EXERCISE INSTRUCTIONS
How many lines of the records below contain the word "street"? Answer with the number alone.

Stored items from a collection
==============================

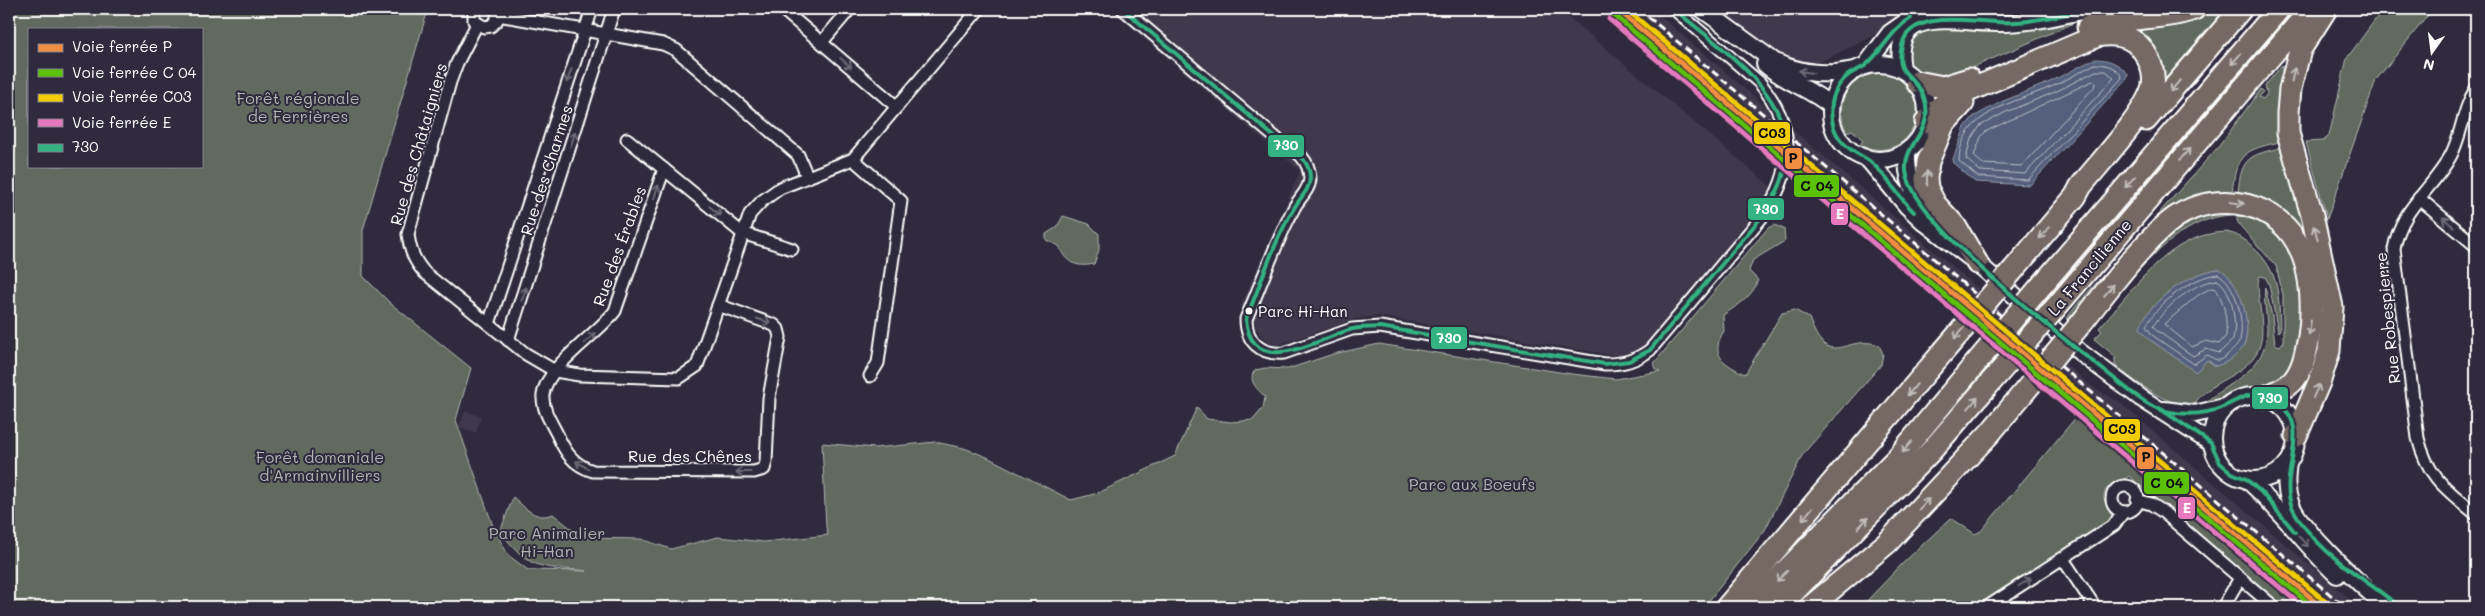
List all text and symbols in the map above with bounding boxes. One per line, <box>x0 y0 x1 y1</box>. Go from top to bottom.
legend <box>28 28 202 168</box>
north arrow <box>2408 28 2458 78</box>
text: Voie ferrée P <box>72 36 172 56</box>
one-way arrow <box>2231 52 2242 65</box>
text: N <box>2421 55 2436 76</box>
one-way arrow <box>839 57 852 68</box>
street label: Rue des Châtaigniers <box>385 60 451 228</box>
text: Voie ferrée C 04 <box>72 62 197 82</box>
one-way arrow <box>564 67 573 83</box>
one-way arrow <box>1798 67 1814 77</box>
one-way arrow <box>2289 67 2298 83</box>
one-way arrow <box>2169 79 2181 92</box>
text: Voie ferrée C03 <box>72 86 192 106</box>
park label: Forêt régionale de Ferrières <box>236 87 360 126</box>
street label: Rue des Charmes <box>515 102 577 238</box>
text: Voie ferrée E <box>72 112 172 132</box>
line badge: C03 <box>1753 121 1791 145</box>
text: C03 <box>1758 123 1786 142</box>
one-way arrow <box>568 131 578 147</box>
line badge: 730 <box>1267 134 1305 158</box>
text: 730 <box>1273 135 1299 154</box>
text: 730 <box>72 136 98 156</box>
line badge: P <box>1784 147 1803 170</box>
text: P <box>1788 148 1798 167</box>
one-way arrow <box>2179 148 2191 161</box>
one-way arrow <box>1922 170 1932 186</box>
line badge: C 04 <box>1793 174 1840 198</box>
text: C 04 <box>1800 176 1834 195</box>
one-way arrow <box>2125 176 2136 189</box>
street label: Rue des Érables <box>588 183 650 309</box>
one-way arrow <box>652 185 661 200</box>
line badge: 730 <box>1747 197 1785 221</box>
one-way arrow <box>2229 198 2245 208</box>
text: 730 <box>1753 199 1779 218</box>
line badge: E <box>1830 202 1849 226</box>
text: E <box>1836 204 1845 223</box>
one-way arrow <box>708 206 721 217</box>
street label: La Francilienne <box>2042 214 2136 320</box>
one-way arrow <box>2441 216 2454 228</box>
one-way arrow <box>2311 225 2320 241</box>
one-way arrow <box>2039 227 2050 240</box>
street label: Rue Robespierre <box>2370 251 2404 385</box>
one-way arrow <box>2103 284 2114 297</box>
one-way arrow <box>519 286 529 302</box>
place label: Parc Hi-Han <box>1258 301 1348 321</box>
marker: Parc Hi-Han <box>1244 306 1254 316</box>
one-way arrow <box>756 317 771 326</box>
one-way arrow <box>2305 320 2315 336</box>
line badge: 730 <box>1430 326 1468 350</box>
one-way arrow <box>1954 326 1965 339</box>
text: 730 <box>1436 328 1462 347</box>
one-way arrow <box>583 332 596 344</box>
one-way arrow <box>1906 383 1917 396</box>
one-way arrow <box>2311 384 2321 399</box>
line badge: 730 <box>2251 386 2289 410</box>
text: 730 <box>2257 388 2283 407</box>
one-way arrow <box>1967 397 1978 410</box>
line badge: C03 <box>2103 418 2141 442</box>
text: C03 <box>2108 419 2136 438</box>
one-way arrow <box>1901 440 1912 453</box>
street label: Rue des Chênes <box>628 445 752 466</box>
park label: Forêt domaniale d'Armainvilliers <box>256 446 384 485</box>
line badge: P <box>2136 446 2155 470</box>
text: P <box>2141 447 2151 466</box>
one-way arrow <box>575 460 589 470</box>
one-way arrow <box>735 467 751 477</box>
line badge: C 04 <box>2143 471 2190 495</box>
park label: Parc aux Boeufs <box>1409 473 1535 494</box>
text: C 04 <box>2150 473 2184 492</box>
line badge: E <box>2177 496 2196 520</box>
one-way arrow <box>1918 498 1930 510</box>
text: E <box>2183 498 2192 517</box>
one-way arrow <box>1801 507 1813 520</box>
one-way arrow <box>1857 517 1869 529</box>
park label: Parc Animalier Hi-Han <box>489 522 605 561</box>
one-way arrow <box>2297 534 2309 547</box>
one-way arrow <box>1775 570 1788 582</box>
one-way arrow <box>2017 577 2031 587</box>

==============================

FINISHED EXERCISE
6